**DESCRIPTION OF THE TASK:**
Only the lines from the one containing "the map image." through the final line of the entries below are wanted, each copied exactly.

[Stored items]
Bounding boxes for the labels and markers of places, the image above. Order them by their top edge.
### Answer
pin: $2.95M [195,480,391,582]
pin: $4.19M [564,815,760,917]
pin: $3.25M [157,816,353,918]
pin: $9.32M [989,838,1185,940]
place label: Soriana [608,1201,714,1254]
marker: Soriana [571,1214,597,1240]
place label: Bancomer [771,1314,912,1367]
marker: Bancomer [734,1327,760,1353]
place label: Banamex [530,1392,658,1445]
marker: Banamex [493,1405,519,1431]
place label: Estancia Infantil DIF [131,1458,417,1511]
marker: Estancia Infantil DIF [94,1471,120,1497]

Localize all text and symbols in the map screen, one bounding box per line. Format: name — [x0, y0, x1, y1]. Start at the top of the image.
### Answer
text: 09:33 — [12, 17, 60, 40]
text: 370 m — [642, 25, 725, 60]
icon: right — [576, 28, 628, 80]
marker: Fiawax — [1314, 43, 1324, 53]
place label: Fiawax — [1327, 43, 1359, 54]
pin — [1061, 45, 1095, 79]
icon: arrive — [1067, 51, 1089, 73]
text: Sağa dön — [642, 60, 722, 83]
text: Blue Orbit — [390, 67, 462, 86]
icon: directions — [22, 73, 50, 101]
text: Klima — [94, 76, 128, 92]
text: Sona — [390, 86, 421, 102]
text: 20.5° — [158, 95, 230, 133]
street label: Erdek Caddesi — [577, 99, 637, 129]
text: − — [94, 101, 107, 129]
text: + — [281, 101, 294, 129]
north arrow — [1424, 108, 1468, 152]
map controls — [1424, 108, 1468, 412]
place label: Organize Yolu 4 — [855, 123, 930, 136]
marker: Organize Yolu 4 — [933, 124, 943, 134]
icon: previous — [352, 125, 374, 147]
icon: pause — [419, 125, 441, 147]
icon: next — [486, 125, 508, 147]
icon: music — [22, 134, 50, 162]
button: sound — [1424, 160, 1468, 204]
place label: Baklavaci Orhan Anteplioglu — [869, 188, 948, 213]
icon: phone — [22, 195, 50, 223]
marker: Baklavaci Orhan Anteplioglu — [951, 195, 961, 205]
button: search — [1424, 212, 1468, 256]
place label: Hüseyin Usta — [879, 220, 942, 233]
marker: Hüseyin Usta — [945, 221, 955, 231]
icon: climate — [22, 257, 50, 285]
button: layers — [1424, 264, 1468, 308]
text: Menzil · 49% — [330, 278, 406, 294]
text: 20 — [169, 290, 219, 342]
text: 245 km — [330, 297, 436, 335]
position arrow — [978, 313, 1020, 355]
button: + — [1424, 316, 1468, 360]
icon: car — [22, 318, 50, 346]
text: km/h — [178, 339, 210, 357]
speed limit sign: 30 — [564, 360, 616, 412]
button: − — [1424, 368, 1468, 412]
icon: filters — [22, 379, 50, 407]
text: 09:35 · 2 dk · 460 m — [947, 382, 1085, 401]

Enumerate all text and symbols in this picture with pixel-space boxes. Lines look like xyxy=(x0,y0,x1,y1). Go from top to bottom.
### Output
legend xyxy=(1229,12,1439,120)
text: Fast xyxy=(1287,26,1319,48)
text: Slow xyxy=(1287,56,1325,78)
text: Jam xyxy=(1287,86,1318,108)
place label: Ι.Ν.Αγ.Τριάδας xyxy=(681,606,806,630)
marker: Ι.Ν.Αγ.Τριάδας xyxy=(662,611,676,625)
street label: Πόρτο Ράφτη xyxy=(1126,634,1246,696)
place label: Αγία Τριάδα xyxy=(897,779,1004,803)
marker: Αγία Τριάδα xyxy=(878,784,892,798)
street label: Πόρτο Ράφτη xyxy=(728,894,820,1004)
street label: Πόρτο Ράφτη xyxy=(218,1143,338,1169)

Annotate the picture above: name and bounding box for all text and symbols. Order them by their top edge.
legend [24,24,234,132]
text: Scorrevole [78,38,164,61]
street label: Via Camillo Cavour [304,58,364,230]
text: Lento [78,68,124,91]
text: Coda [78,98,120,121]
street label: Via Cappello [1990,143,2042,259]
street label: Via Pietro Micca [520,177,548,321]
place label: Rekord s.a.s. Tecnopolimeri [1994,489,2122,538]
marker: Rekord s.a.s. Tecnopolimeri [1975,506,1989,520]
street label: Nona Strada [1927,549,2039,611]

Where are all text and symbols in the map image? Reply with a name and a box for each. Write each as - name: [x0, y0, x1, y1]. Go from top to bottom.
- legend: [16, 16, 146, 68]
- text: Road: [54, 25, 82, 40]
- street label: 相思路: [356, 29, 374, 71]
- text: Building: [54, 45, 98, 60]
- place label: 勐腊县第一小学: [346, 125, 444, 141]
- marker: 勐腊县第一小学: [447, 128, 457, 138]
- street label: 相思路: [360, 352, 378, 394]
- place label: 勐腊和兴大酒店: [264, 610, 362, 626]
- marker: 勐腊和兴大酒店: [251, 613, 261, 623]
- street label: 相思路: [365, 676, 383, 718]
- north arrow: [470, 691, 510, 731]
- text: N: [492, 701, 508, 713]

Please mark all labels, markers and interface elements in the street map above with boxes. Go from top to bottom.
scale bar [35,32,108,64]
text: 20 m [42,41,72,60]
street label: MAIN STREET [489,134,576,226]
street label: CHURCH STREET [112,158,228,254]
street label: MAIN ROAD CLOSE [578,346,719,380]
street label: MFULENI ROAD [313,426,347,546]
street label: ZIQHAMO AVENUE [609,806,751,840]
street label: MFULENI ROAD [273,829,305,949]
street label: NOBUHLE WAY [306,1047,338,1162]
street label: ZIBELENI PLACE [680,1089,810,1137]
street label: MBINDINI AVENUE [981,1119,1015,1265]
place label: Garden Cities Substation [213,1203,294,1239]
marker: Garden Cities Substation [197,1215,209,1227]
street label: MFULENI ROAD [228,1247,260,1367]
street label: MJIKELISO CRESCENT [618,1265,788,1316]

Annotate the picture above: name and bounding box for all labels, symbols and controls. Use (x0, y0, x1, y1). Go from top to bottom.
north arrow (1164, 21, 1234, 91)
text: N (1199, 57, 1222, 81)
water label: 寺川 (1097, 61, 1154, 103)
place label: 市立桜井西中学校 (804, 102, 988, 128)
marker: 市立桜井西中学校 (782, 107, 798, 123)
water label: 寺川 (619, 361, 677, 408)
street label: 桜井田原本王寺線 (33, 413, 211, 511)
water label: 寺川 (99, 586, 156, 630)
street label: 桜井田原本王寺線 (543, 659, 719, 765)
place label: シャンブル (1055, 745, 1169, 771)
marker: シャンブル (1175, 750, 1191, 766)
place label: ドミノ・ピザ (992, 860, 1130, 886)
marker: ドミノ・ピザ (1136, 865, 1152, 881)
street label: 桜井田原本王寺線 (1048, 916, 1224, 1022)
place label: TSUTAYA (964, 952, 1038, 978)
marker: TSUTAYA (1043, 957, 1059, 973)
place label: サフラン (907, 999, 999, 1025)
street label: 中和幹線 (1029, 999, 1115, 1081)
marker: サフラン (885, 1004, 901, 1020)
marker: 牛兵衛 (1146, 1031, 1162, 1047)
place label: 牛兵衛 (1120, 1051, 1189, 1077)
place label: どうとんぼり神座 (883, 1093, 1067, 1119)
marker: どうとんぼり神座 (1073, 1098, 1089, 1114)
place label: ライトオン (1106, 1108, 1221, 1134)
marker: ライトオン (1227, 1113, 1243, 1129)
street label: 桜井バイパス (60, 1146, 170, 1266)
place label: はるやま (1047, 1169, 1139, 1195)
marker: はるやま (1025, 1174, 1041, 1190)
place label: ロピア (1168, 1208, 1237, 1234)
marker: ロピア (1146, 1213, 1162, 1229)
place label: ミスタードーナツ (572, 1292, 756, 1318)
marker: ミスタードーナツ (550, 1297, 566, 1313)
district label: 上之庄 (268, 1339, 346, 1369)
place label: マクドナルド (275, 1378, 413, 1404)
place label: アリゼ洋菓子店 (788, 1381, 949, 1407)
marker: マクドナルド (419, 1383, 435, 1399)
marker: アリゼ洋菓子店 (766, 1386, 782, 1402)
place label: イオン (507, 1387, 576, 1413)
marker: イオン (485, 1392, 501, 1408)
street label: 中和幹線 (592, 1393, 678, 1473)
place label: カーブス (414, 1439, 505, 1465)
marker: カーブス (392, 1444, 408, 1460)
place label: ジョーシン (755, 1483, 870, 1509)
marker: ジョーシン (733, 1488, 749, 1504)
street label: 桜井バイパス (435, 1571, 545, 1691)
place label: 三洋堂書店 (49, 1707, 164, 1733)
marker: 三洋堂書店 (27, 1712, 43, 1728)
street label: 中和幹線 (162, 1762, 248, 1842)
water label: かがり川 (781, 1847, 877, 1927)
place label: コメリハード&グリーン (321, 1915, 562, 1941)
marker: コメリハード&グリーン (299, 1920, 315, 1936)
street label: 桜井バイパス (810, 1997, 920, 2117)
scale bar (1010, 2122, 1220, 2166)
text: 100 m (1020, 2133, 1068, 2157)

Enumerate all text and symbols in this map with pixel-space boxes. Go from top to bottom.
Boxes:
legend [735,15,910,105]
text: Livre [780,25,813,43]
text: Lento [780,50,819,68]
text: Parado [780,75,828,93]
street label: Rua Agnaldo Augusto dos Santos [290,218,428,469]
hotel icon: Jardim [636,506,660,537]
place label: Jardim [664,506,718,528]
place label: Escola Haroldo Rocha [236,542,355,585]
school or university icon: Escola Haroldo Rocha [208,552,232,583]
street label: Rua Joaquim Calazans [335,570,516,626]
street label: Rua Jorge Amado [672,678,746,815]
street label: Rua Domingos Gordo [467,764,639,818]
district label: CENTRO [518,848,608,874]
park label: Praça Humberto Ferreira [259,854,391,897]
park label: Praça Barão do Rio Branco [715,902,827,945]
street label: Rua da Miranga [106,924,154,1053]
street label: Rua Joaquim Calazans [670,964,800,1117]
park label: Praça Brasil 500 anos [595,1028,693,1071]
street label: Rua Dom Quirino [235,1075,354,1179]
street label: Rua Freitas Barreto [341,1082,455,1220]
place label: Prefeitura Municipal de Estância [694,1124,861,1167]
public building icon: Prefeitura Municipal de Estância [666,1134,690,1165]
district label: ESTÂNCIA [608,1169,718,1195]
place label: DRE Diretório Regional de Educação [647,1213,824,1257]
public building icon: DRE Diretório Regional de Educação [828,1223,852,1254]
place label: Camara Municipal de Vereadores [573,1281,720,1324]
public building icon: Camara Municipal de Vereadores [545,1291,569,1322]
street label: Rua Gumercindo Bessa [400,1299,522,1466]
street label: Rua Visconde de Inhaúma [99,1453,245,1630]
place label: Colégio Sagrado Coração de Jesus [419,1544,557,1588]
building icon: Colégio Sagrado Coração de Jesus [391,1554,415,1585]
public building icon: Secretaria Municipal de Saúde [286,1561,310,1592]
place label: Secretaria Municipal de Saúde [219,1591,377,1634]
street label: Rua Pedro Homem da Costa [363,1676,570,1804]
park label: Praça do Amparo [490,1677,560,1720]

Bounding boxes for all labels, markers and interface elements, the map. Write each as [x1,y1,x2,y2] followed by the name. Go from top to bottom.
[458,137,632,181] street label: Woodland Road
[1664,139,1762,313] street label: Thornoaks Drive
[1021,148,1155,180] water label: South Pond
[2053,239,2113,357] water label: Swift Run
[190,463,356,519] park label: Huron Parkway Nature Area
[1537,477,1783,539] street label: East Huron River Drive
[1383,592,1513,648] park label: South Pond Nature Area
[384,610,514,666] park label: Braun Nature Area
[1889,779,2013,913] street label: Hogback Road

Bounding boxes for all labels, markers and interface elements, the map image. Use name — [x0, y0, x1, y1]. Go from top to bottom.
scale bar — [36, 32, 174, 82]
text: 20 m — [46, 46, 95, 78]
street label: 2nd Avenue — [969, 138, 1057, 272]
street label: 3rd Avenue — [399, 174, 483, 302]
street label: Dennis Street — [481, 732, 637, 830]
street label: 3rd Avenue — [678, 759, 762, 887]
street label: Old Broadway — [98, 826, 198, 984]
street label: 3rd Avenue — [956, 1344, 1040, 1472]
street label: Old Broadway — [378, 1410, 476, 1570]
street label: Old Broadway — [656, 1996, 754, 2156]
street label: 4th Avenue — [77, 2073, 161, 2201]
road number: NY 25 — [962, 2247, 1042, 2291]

**RESPONSE TO THIS EXERCISE:**
Bounding boxes for all labels, markers and interface elements, the map image. Use name — [x0, y0, x1, y1]. Go from top to bottom.
scale bar — [36, 32, 174, 82]
text: 20 m — [46, 46, 95, 78]
street label: 2nd Avenue — [969, 138, 1057, 272]
street label: 3rd Avenue — [399, 174, 483, 302]
street label: Dennis Street — [481, 732, 637, 830]
street label: 3rd Avenue — [678, 759, 762, 887]
street label: Old Broadway — [98, 826, 198, 984]
street label: 3rd Avenue — [956, 1344, 1040, 1472]
street label: Old Broadway — [378, 1410, 476, 1570]
street label: Old Broadway — [656, 1996, 754, 2156]
street label: 4th Avenue — [77, 2073, 161, 2201]
road number: NY 25 — [962, 2247, 1042, 2291]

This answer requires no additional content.